### Assignment
Retype the data exactly, from its first line to the line containing "solid #fff;border-radius:50%;box-shadow:0 2px", including both, and skip any picture.

# # #

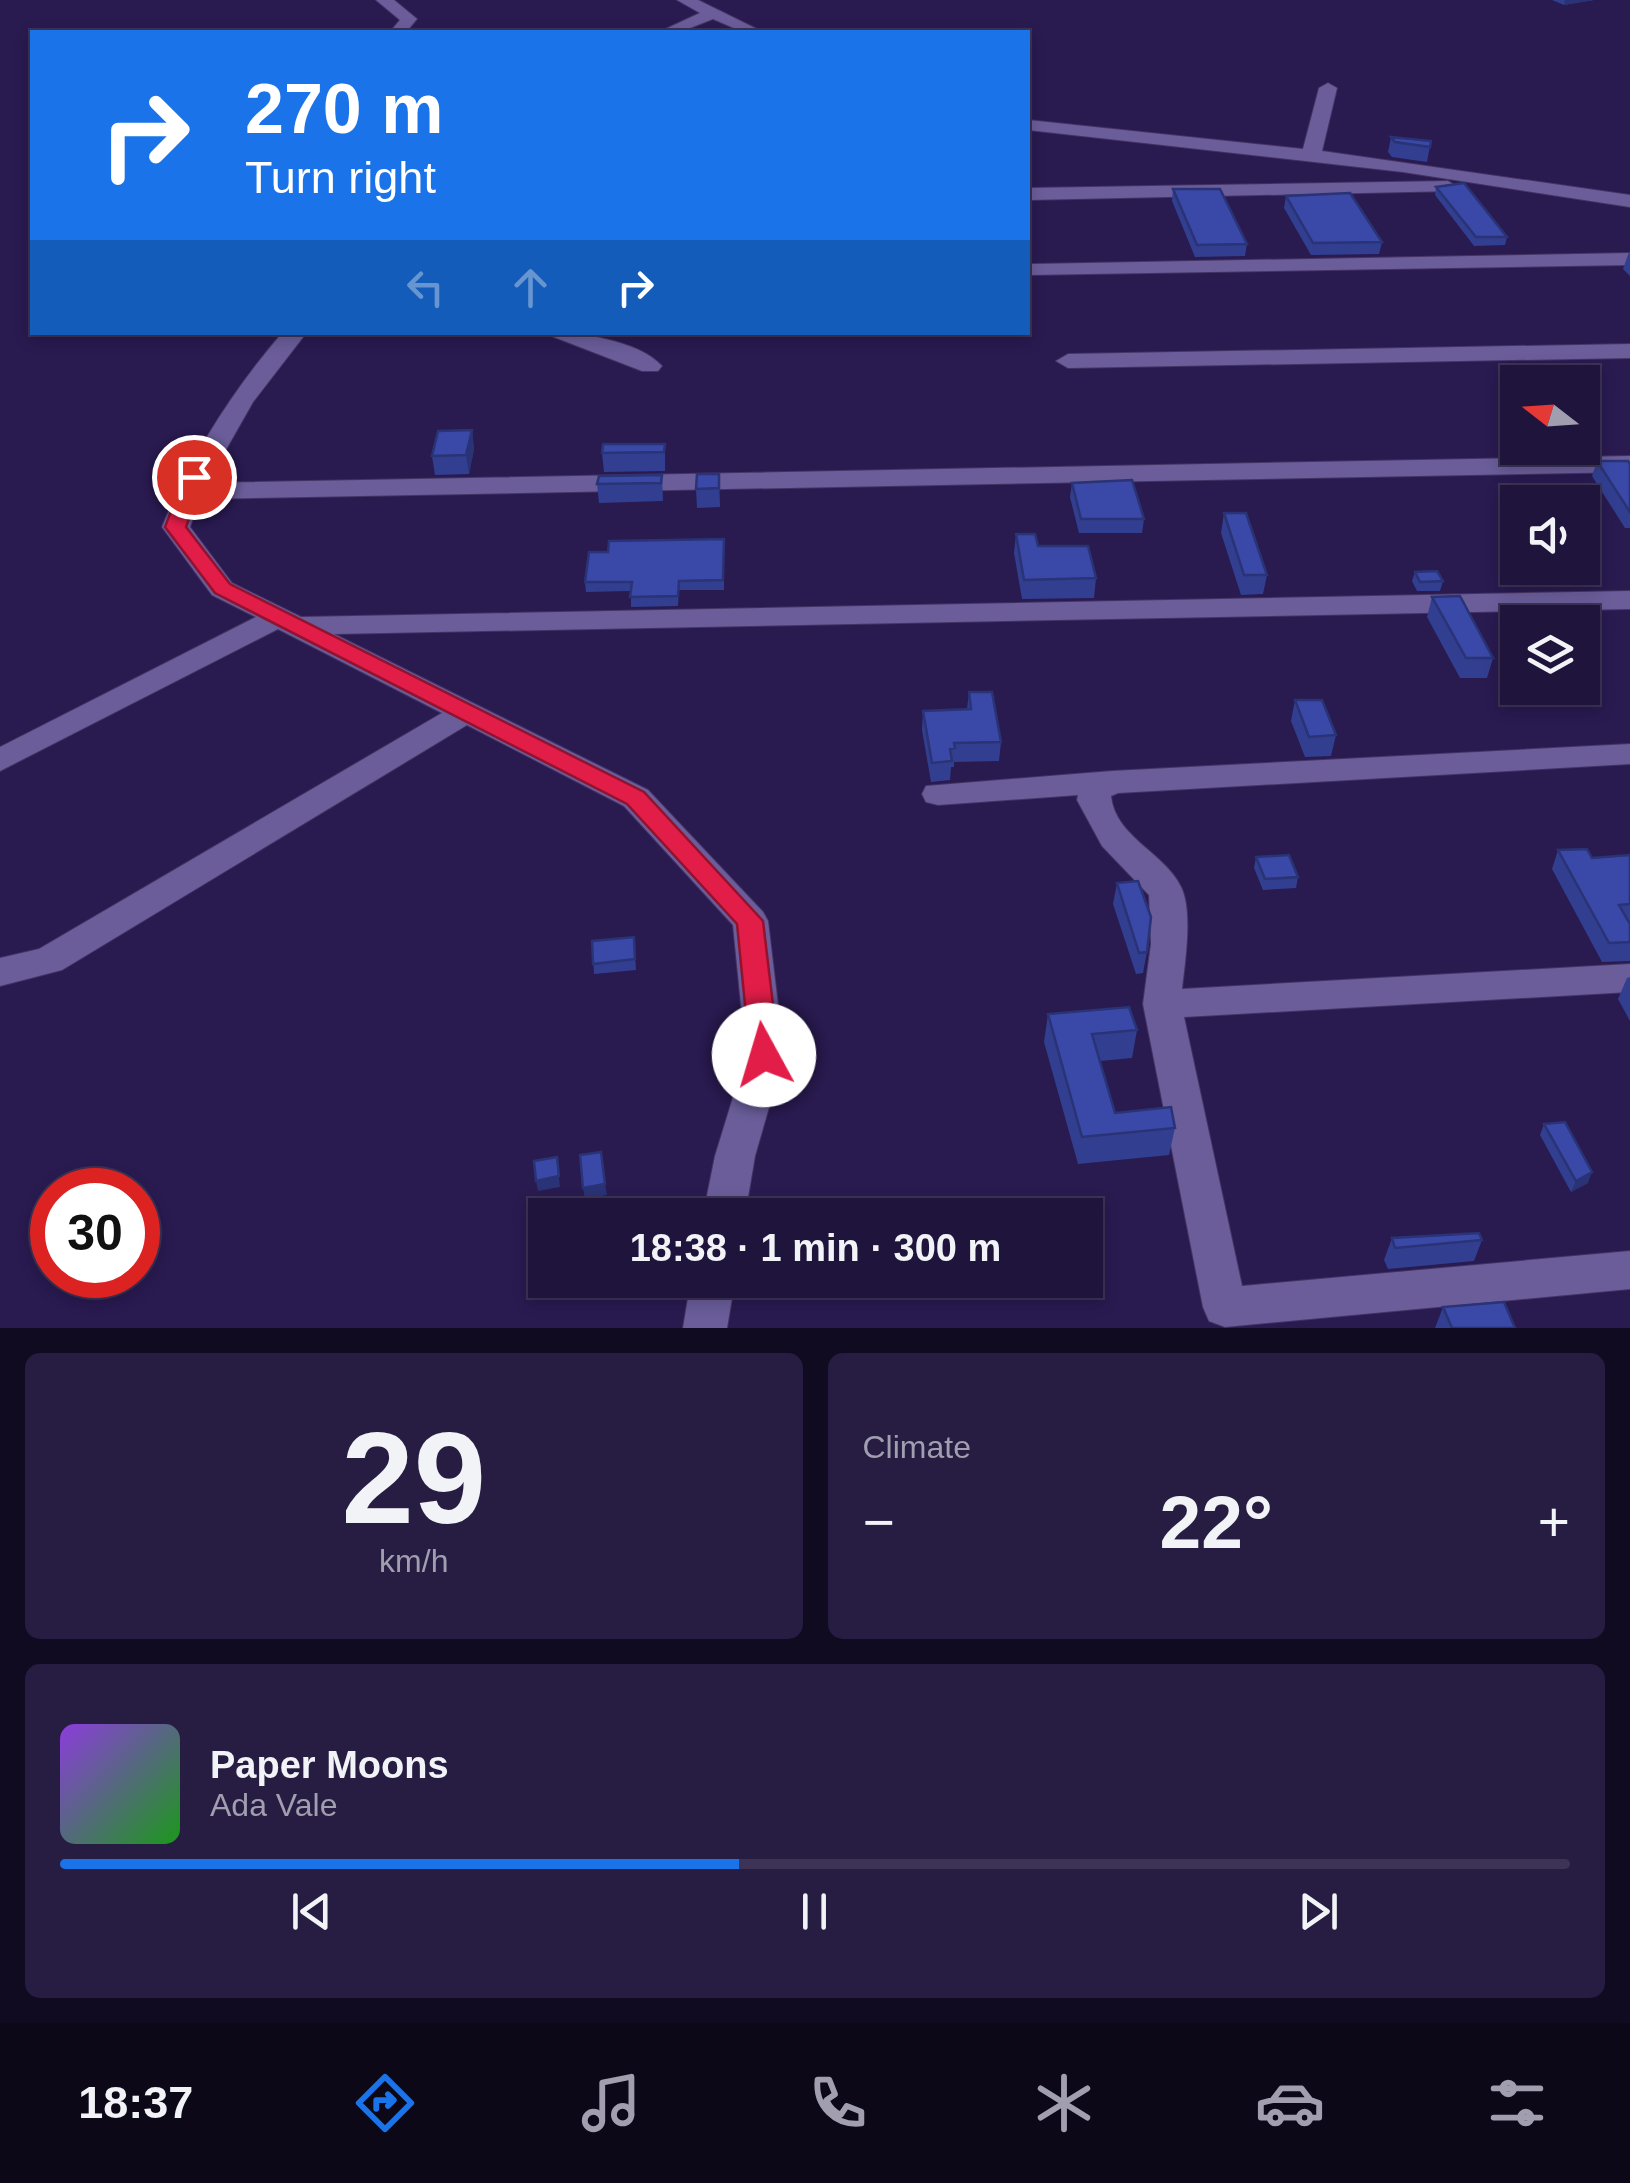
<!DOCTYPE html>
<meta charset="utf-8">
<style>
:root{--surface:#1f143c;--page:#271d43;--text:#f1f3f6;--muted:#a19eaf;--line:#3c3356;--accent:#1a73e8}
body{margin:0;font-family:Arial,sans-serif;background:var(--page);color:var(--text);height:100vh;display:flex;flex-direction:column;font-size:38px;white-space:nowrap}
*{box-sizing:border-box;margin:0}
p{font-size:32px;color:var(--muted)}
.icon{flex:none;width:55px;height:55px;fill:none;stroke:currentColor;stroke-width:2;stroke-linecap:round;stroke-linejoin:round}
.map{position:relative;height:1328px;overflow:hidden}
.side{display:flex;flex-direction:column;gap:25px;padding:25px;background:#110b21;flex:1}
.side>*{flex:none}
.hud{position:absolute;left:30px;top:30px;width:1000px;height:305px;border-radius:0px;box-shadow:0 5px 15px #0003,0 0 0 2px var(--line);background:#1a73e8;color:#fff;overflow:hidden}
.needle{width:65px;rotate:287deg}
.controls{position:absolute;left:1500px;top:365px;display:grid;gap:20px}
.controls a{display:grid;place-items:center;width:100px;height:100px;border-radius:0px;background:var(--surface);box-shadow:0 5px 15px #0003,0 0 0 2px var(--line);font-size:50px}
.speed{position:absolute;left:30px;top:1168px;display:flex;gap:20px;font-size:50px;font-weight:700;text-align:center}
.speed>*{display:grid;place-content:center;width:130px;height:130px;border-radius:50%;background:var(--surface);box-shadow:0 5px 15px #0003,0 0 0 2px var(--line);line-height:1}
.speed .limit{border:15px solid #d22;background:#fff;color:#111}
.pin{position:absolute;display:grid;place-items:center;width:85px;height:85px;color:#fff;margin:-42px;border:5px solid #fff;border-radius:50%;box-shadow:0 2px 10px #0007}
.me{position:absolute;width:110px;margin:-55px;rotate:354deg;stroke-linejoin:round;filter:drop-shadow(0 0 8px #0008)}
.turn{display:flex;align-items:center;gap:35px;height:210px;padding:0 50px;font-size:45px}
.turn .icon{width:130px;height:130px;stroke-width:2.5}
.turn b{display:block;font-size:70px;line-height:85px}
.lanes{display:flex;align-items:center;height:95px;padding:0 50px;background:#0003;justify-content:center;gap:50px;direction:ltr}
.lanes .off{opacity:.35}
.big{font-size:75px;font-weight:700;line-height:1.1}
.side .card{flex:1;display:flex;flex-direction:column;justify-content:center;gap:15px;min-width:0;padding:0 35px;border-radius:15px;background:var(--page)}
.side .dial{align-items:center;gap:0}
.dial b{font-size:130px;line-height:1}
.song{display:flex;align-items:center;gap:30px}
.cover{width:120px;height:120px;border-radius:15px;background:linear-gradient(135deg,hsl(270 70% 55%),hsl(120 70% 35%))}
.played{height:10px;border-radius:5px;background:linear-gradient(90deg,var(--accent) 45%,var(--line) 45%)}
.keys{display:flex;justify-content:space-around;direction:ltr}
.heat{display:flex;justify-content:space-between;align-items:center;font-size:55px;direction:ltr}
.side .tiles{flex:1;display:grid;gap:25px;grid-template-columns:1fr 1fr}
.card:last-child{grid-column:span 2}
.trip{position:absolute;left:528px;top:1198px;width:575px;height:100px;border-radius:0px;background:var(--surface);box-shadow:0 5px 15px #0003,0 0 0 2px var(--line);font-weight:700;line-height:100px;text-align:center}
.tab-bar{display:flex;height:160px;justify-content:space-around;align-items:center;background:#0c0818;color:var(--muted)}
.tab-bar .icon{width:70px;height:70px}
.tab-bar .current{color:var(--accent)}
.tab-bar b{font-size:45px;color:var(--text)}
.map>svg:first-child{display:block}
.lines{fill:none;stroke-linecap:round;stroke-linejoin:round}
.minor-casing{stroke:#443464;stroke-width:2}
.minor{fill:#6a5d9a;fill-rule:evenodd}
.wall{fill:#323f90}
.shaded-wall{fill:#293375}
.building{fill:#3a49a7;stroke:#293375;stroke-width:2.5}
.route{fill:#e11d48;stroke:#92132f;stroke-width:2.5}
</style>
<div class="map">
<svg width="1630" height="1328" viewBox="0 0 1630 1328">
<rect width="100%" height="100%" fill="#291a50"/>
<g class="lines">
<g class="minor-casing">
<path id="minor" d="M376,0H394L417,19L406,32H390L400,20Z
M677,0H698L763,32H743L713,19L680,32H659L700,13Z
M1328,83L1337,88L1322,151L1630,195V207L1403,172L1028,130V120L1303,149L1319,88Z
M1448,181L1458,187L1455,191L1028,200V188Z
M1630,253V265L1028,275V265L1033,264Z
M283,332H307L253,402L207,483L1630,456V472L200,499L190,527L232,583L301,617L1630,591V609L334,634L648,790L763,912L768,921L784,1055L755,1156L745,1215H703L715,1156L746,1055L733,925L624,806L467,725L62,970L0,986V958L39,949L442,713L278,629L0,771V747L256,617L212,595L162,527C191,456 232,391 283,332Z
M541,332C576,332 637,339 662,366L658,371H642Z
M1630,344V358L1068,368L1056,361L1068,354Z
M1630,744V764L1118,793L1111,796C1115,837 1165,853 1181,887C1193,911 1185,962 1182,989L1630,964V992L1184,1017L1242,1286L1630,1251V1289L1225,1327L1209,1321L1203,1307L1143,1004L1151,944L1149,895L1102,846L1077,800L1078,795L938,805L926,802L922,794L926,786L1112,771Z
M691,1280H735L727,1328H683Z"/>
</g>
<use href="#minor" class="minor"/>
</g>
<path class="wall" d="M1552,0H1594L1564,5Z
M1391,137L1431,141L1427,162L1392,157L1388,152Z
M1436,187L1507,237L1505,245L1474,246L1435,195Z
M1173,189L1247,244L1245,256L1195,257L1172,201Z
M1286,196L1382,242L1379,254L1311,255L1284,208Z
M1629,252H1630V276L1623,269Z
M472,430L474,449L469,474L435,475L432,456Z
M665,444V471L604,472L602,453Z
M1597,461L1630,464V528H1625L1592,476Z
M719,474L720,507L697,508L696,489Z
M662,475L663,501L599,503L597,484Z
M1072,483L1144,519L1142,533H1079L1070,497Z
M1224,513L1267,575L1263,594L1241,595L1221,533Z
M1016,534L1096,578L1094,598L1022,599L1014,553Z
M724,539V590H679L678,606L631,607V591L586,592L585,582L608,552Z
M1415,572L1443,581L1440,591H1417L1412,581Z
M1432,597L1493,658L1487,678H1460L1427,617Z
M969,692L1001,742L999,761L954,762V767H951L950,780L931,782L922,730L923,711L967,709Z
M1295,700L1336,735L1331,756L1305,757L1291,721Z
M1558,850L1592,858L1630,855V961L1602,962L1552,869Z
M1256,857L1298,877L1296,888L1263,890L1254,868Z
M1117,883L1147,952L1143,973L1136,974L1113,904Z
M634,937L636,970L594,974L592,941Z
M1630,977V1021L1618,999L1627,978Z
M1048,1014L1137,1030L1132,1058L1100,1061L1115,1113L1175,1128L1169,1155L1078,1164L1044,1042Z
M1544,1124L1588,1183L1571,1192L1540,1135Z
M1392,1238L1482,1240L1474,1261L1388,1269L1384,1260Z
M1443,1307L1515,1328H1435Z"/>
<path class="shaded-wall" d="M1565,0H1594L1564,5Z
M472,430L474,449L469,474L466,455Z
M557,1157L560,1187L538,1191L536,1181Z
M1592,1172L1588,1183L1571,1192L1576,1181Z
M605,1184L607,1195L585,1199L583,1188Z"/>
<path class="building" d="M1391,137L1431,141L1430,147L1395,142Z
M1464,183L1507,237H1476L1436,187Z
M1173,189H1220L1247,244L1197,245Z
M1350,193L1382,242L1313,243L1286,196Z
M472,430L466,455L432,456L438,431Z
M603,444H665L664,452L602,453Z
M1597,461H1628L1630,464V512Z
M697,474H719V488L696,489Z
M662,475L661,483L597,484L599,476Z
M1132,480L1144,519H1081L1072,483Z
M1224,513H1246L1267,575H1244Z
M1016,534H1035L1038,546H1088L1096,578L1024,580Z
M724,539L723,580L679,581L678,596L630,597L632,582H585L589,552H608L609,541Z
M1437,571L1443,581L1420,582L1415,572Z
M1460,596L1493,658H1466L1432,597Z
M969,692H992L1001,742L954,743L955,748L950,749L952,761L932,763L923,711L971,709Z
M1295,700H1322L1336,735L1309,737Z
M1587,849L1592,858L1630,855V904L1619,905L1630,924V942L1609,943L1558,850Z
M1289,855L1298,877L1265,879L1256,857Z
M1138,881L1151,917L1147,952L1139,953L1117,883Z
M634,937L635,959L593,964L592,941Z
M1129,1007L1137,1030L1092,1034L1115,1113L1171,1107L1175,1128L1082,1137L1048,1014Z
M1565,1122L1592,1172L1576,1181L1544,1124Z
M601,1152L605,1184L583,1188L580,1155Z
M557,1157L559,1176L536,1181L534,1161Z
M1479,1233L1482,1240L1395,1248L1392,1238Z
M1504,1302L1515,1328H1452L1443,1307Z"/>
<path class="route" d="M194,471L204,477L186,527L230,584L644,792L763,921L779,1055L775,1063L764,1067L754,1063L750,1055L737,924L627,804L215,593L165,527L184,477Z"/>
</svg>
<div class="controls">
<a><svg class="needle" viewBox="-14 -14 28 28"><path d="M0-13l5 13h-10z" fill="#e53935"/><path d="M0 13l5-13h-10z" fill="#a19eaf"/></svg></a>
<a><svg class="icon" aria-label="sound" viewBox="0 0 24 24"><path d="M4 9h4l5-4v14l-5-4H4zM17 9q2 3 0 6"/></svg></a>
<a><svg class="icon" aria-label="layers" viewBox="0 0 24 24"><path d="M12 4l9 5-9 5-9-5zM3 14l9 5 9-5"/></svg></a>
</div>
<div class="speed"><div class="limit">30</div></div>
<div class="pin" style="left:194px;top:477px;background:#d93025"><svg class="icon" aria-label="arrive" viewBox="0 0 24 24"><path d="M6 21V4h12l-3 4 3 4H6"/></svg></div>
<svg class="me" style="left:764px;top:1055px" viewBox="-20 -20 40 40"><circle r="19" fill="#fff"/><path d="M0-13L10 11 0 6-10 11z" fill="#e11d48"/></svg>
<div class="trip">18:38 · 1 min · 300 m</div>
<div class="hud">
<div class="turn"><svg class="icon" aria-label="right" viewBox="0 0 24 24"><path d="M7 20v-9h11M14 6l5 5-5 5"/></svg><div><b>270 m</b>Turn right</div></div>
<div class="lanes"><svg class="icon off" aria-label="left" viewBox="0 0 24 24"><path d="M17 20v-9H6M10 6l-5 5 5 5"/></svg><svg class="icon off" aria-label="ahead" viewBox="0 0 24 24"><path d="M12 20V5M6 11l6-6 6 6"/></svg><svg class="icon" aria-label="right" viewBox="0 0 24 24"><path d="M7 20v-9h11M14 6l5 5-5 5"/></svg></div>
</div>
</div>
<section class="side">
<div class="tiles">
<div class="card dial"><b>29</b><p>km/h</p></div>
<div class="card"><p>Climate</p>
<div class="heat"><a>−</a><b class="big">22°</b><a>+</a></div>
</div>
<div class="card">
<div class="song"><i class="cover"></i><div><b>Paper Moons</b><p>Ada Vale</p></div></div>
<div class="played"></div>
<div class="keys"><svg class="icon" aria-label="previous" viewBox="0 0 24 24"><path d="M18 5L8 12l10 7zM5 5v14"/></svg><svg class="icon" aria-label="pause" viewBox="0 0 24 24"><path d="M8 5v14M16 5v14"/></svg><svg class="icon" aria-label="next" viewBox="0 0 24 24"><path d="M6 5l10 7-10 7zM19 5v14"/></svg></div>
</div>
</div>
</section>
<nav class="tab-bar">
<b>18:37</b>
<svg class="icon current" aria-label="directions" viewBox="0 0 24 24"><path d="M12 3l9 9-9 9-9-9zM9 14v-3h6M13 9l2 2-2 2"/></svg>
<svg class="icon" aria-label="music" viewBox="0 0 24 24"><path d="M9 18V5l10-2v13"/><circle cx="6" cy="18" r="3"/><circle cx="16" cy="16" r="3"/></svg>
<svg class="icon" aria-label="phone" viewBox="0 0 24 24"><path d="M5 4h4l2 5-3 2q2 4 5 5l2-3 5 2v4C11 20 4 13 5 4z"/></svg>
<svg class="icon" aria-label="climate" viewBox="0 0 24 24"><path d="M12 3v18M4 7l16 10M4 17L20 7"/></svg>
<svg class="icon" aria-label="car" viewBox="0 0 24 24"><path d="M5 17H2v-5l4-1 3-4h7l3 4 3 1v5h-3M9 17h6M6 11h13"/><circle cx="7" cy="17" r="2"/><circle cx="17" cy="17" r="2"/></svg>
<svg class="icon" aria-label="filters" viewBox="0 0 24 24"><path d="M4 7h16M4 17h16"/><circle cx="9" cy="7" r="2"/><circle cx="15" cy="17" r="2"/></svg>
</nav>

# # #

### Output of the exercise
<!DOCTYPE html>
<meta charset="utf-8">
<style>
:root{--surface:#1f143c;--page:#271d43;--text:#f1f3f6;--muted:#a19eaf;--line:#3c3356;--accent:#1a73e8}
body{margin:0;font-family:Arial,sans-serif;background:var(--page);color:var(--text);height:100vh;display:flex;flex-direction:column;font-size:38px;white-space:nowrap}
*{box-sizing:border-box;margin:0}
p{font-size:32px;color:var(--muted)}
.icon{flex:none;width:55px;height:55px;fill:none;stroke:currentColor;stroke-width:2;stroke-linecap:round;stroke-linejoin:round}
.map{position:relative;height:1328px;overflow:hidden}
.side{display:flex;flex-direction:column;gap:25px;padding:25px;background:#110b21;flex:1}
.side>*{flex:none}
.hud{position:absolute;left:30px;top:30px;width:1000px;height:305px;border-radius:0px;box-shadow:0 5px 15px #0003,0 0 0 2px var(--line);background:#1a73e8;color:#fff;overflow:hidden}
.needle{width:65px;rotate:287deg}
.controls{position:absolute;left:1500px;top:365px;display:grid;gap:20px}
.controls a{display:grid;place-items:center;width:100px;height:100px;border-radius:0px;background:var(--surface);box-shadow:0 5px 15px #0003,0 0 0 2px var(--line);font-size:50px}
.speed{position:absolute;left:30px;top:1168px;display:flex;gap:20px;font-size:50px;font-weight:700;text-align:center}
.speed>*{display:grid;place-content:center;width:130px;height:130px;border-radius:50%;background:var(--surface);box-shadow:0 5px 15px #0003,0 0 0 2px var(--line);line-height:1}
.speed .limit{border:15px solid #d22;background:#fff;color:#111}
.pin{position:absolute;display:grid;place-items:center;width:85px;height:85px;color:#fff;margin:-42px;border:5px solid #fff;border-radius:50%;box-shadow:0 2px 10px #0007}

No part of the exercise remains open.